WORK REQUIRED: What is needed here is every line of the records that includes "Union".

(Dataset entries)
┄┄┄┄┄┄

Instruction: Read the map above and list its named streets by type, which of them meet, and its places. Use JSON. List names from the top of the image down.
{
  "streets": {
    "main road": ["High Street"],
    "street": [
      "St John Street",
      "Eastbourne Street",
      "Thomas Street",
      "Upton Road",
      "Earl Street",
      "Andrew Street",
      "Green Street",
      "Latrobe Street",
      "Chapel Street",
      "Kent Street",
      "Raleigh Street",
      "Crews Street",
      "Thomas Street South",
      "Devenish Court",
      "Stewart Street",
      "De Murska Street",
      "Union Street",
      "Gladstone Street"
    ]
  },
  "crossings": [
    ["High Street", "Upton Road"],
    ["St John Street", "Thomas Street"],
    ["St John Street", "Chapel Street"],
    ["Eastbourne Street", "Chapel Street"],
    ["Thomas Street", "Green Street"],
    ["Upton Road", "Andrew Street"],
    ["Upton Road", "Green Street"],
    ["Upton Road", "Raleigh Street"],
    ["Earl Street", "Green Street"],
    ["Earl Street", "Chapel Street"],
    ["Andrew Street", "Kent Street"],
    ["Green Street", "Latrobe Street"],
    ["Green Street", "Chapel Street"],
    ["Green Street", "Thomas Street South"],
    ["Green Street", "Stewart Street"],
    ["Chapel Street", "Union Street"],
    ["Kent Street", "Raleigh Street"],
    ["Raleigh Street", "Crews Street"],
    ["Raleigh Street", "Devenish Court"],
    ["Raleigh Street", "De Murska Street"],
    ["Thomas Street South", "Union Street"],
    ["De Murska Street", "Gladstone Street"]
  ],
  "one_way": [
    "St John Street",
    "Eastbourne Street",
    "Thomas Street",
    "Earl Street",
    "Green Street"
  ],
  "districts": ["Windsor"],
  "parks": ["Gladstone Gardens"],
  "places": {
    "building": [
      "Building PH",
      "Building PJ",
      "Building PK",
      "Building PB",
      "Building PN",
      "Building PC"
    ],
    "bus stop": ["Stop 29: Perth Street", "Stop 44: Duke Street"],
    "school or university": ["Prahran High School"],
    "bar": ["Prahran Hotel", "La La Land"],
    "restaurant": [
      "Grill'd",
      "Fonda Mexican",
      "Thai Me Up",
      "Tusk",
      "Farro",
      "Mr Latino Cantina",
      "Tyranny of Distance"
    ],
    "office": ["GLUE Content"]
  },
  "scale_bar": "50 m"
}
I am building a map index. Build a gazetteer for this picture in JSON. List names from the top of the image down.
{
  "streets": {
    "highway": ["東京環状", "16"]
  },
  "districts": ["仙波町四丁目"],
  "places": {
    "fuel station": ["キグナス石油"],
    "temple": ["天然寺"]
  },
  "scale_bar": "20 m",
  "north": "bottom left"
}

┄┄┄┄┄┄

OUTPUT:
      "Union Street",
    ["Chapel Street", "Union Street"],
    ["Thomas Street South", "Union Street"],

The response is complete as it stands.